Task material below:
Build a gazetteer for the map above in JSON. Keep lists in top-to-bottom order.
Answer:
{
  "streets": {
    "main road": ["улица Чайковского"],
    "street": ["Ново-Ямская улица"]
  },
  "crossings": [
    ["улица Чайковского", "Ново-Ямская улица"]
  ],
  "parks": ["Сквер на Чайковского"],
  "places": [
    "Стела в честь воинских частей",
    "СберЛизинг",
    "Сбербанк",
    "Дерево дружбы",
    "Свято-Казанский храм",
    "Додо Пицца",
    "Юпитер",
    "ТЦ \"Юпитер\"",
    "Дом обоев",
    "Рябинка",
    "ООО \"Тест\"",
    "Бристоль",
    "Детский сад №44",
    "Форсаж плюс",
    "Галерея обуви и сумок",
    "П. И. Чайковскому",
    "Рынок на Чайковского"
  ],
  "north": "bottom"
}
End of Task material.
### What you need to do:
Please write out the entries exactly, keeping every line intact.

### Your solution:
Build a gazetteer for the map above in JSON. Keep lists in top-to-bottom order.
Answer:
{
  "streets": {
    "main road": ["улица Чайковского"],
    "street": ["Ново-Ямская улица"]
  },
  "crossings": [
    ["улица Чайковского", "Ново-Ямская улица"]
  ],
  "parks": ["Сквер на Чайковского"],
  "places": [
    "Стела в честь воинских частей",
    "СберЛизинг",
    "Сбербанк",
    "Дерево дружбы",
    "Свято-Казанский храм",
    "Додо Пицца",
    "Юпитер",
    "ТЦ \"Юпитер\"",
    "Дом обоев",
    "Рябинка",
    "ООО \"Тест\"",
    "Бристоль",
    "Детский сад №44",
    "Форсаж плюс",
    "Галерея обуви и сумок",
    "П. И. Чайковскому",
    "Рынок на Чайковского"
  ],
  "north": "bottom"
}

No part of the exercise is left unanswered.